Carly Boag

Personal information
- Born: 4 September 1991 (age 34)
- Nationality: Australian / Canadian
- Listed height: 6 ft 2 in (1.88 m)

Career information
- High school: Abbotsleigh (Sydney, New South Wales)
- College: Minot State (2010–2014)
- WNBA draft: 2014: undrafted
- Playing career: 2014–present
- Position: Forward

Career history
- 2014–2015: Leon Tregor Basket 29
- 2015–2016: Bundaberg Bears
- 2015–2018: Sydney Uni Flames
- 2017–2019: Mandurah Magic
- 2019–2020: Espoo Basket
- 2020: Hornsby Spiders
- 2020: Sydney Uni Flames
- 2021–2023: Mandurah Magic
- 2021–2022: Bendigo Spirit

Career highlights
- WNBL champion (2017); SBL All-Star Five (2017);

= Carly Boag =

Australian basketball player

Carly Denise Elizabeth Boag (born 4 September 1991) is an Australian-Canadian basketball player who last played for the Mandurah Magic of the NBL1 West. She played college basketball for the Minot State Beavers and has played in the Women's National Basketball League (WNBL) for the Sydney Uni Flames and Bendigo Spirit.

==Early life==
Boag grew up in Tamworth, New South Wales, and attended Abbotsleigh in Sydney.

==College career==
Boag played college basketball in the United States for the Minot State Beavers in the NCAA Division II between 2010 and 2014.

==Professional career==
Boag's first stint out of college was in France with Leon Tregor Basket 29 of the Ligue Féminine de Basketball 2 during the 2014–15 season.

Boag returned to Australia in 2015 and played for the Bundaberg Bears in the Queensland Basketball League (QBL). She then joined the Sydney Uni Flames for the 2015–16 WNBL season. She returned to the Bears for the 2016 QBL season.

Boag returned to the Flames for the 2016–17 WNBL season and helped them win the WNBL championship.

After playing for the Mandurah Magic in the 2017 State Basketball League season and earning All-Star Five honours, Boag played her third season with the Flames in 2017–18. She continued with the Magic in 2018 and 2019.

For the 2019–20 season, Boag played in Finland's Naisten Korisliiga for Espoo Basket.

In 2020, Boag had a six-game stint with the Hornsby Spiders in the Waratah League and then played for the Sydney Uni Flames in the WNBL Hub season in Queensland.
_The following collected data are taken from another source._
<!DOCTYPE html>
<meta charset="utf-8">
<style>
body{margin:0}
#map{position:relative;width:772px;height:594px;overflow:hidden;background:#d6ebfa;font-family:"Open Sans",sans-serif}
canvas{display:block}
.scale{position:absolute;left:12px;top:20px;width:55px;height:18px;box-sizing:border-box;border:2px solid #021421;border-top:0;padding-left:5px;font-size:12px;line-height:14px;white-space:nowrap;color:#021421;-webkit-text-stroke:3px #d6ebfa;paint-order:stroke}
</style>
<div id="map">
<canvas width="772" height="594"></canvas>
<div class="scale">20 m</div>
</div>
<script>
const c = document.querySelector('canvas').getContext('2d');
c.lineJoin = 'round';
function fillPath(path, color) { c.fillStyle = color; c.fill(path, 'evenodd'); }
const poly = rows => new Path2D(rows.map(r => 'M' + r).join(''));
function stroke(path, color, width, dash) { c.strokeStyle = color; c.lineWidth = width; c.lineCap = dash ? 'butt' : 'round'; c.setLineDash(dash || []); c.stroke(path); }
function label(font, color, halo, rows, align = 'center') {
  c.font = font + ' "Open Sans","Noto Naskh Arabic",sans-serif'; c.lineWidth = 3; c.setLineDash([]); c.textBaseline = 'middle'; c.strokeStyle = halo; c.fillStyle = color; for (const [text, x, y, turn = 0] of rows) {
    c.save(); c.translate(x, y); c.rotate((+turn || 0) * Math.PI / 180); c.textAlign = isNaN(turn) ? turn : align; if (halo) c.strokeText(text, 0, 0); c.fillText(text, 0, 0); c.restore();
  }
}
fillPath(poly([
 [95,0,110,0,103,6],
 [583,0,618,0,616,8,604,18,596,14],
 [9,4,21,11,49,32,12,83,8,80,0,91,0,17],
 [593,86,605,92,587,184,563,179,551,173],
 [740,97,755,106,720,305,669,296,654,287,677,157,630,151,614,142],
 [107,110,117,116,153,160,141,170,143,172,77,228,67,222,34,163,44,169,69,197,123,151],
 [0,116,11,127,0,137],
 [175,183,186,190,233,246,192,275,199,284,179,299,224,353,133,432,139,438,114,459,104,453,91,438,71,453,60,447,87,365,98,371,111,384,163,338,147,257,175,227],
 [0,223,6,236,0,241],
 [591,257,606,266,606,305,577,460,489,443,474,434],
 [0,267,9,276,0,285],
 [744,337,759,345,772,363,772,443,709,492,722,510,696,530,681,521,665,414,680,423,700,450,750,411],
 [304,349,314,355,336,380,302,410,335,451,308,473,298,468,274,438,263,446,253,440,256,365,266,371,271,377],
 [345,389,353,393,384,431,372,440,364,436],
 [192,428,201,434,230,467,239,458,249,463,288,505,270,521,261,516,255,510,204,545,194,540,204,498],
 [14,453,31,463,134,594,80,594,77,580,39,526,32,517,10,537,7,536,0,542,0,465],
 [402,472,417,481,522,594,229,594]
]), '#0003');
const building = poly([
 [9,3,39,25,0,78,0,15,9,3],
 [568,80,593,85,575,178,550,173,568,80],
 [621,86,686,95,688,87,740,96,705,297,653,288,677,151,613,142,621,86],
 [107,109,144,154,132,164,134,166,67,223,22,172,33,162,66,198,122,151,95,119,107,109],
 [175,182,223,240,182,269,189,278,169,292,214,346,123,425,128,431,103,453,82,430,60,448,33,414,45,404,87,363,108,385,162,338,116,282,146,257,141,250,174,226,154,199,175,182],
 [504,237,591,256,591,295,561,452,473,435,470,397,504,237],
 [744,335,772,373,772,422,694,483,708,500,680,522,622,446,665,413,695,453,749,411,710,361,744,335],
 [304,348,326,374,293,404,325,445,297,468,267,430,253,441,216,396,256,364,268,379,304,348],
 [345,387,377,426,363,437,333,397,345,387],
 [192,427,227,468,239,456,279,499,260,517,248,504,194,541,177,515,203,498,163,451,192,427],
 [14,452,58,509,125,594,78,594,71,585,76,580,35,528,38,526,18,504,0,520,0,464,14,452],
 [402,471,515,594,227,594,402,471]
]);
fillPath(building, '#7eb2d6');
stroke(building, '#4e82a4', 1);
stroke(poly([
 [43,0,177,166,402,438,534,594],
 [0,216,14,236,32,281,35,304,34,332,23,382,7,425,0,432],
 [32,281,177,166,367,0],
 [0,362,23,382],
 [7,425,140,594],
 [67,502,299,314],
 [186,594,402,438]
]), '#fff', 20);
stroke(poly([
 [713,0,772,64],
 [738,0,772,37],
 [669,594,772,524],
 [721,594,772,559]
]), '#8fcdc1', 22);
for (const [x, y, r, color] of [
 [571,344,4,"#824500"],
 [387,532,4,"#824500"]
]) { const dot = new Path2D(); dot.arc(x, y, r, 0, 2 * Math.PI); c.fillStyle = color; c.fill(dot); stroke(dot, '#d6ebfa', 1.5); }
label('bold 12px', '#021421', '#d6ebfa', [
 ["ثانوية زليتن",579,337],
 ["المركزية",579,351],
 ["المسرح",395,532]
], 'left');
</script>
Boag returned to the Mandurah Magic for the 2021 NBL1 West season. After playing for the Bendigo Spirit in the 2021–22 WNBL season, she returned to the Magic for the 2022 NBL1 West season. She suffered a knee injury with the Magic in June 2023.

==Personal life==
Boag is the daughter of Dianna and John Boag. She played alongside her twin sister, Christina, at college and professionally. She has dual citizenship in both Australia and Canada.